One of the wonderful things about working on a compiler is that, by and large, you escape most of the more egregious taxes. You don’t have any UI, you are pretty task-focused, you don’t deal with many other components in the system, and everyone expects you to consume a lot of resources (although not so many that the machine is brought to its knees). So lots and lots of things that other programmers have to worry about, we don’t. It’s great!
Wait, though, did I say that we didn’t have any UI? Well, technically, that’s true — the core compiler group takes text in and outputs bits on disk. But while the compiler doesn’t really have a UI itself, we don’t get off the hook completely because there’s lots and lots of UI that gets built around the compiler to help people, you know, write programs and stuff. And the language and compiler design cannot be entirely ignorant of that fact, nor can it bear no responsibility for how easy or hard it is to write that UI.

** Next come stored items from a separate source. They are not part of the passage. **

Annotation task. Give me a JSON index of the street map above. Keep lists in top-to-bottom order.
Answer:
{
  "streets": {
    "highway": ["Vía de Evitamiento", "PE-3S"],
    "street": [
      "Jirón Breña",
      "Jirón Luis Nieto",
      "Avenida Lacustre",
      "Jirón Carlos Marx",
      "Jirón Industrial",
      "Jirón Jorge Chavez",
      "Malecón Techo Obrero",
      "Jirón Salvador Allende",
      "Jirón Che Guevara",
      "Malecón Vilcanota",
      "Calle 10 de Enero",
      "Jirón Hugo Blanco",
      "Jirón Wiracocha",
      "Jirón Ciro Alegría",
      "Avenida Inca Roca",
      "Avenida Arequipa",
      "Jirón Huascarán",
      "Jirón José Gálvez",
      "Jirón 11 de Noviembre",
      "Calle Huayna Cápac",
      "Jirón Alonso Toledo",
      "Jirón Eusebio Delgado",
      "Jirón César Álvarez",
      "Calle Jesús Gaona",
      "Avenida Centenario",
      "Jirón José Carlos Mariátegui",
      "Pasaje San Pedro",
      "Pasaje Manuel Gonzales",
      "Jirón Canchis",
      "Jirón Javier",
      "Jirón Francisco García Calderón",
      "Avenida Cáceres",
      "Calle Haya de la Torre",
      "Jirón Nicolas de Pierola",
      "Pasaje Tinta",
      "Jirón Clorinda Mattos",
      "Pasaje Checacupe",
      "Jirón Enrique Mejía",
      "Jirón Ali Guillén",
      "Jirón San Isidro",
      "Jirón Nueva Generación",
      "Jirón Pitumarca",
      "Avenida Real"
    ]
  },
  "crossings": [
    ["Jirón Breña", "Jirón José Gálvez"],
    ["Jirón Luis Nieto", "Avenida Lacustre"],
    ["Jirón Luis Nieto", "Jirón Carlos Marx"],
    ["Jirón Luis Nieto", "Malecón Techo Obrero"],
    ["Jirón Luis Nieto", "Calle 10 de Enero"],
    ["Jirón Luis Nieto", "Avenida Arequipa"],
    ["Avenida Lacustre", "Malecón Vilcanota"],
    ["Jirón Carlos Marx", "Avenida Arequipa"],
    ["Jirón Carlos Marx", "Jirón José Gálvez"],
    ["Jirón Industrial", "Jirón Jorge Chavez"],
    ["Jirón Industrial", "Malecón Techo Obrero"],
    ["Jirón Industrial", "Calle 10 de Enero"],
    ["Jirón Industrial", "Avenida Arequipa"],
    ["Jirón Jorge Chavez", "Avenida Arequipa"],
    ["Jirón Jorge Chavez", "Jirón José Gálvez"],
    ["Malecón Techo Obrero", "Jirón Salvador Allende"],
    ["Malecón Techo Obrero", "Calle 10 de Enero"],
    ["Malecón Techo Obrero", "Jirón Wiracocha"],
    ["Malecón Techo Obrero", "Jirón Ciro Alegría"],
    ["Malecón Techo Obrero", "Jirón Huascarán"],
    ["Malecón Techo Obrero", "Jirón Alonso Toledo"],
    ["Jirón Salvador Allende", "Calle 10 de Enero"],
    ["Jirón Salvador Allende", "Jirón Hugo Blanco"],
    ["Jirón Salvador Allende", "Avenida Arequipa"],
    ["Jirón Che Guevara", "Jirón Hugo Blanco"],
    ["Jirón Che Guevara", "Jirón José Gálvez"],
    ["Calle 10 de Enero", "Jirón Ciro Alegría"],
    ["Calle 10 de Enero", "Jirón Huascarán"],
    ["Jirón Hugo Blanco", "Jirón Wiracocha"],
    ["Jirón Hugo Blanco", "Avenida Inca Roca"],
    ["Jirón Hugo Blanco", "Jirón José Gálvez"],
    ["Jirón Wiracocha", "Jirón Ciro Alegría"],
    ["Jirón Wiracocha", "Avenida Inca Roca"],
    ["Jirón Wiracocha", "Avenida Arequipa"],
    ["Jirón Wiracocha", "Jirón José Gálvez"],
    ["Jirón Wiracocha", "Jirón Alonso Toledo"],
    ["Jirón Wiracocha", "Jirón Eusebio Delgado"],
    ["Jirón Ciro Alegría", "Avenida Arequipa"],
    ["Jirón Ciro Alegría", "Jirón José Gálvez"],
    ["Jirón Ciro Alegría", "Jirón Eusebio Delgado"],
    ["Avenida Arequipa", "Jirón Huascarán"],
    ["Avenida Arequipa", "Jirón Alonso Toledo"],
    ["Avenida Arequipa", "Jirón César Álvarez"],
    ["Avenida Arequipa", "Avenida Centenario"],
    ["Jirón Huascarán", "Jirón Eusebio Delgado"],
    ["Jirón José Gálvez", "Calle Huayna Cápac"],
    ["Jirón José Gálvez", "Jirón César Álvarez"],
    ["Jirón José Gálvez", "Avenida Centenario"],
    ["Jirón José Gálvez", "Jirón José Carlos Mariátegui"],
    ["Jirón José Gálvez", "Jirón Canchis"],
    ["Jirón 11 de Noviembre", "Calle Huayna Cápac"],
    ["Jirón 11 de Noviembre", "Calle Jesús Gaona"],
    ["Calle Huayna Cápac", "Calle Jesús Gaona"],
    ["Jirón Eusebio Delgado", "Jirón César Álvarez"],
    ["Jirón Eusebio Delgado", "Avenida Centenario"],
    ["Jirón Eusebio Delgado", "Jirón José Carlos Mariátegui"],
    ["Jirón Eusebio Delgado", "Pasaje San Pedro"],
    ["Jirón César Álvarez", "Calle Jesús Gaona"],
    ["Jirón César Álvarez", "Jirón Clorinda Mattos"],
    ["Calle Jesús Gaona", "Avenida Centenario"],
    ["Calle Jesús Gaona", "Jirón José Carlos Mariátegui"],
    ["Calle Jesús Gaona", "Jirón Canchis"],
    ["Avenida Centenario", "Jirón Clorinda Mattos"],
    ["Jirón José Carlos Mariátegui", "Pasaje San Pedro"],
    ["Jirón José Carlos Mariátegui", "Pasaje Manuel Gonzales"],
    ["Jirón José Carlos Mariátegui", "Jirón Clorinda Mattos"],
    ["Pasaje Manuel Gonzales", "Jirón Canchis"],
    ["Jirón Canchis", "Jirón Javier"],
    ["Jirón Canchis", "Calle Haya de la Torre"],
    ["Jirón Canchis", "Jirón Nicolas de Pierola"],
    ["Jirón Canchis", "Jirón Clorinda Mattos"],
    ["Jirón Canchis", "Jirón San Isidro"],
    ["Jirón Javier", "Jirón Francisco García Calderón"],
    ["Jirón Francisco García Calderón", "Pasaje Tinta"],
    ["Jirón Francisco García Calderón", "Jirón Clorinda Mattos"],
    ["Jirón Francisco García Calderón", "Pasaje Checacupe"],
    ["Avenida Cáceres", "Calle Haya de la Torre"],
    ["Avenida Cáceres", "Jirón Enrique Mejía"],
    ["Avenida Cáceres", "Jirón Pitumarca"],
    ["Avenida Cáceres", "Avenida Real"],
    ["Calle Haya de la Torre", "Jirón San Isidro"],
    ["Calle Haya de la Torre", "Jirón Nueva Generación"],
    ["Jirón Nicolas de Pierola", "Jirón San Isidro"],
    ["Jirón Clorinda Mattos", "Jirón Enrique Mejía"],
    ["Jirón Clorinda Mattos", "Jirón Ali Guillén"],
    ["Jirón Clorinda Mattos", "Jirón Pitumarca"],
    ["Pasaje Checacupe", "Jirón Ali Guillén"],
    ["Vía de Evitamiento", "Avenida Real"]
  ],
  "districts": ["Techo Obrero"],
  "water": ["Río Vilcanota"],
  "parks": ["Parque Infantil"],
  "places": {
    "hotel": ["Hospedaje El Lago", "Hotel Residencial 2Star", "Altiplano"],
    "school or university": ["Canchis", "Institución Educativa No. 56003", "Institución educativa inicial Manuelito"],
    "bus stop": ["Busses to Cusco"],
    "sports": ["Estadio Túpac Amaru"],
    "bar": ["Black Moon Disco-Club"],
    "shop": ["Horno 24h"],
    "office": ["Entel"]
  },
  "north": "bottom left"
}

We’re at the point now with LINQ where we’re really starting to take a serious look beyond the language features, cool as they are, and pondering how these features are going to integrate with the UI. (It’s not like we haven’t thought about it at all, we have, but now we’re really taking a look at things end-to-end.) And so we started by coming up with a “language UI taxes” list that I’m shocked we haven’t put into a more concrete form until now. The various taxes that a language feature is going to have to pay include, but are not limited to:
The code model
Edit and Continue
Stepping in the debugger
Expression evaluation in the debugger (for things like the watch window, immediate window, etc.)
CodeDOM
Intellisense
Object Browser/Goto Definition
Class View
Code spit (i.e. things like automatically pasted in overrides and event handlers)
Tooltips
Rename symbol
Error correction
The dropdowns at the top of the editor window
The attribute editor
Dynamic help
Pretty listing
Code colorization
Editor outlining
Refactoring
Snippets
XML Documentation
Class Designer
In many ways, the real cost of a language feature isn’t in the feature itself, it’s in the myriad of UI taxes that must be paid on any particular feature. Optimal tax planning is the secret to a good schedule these days…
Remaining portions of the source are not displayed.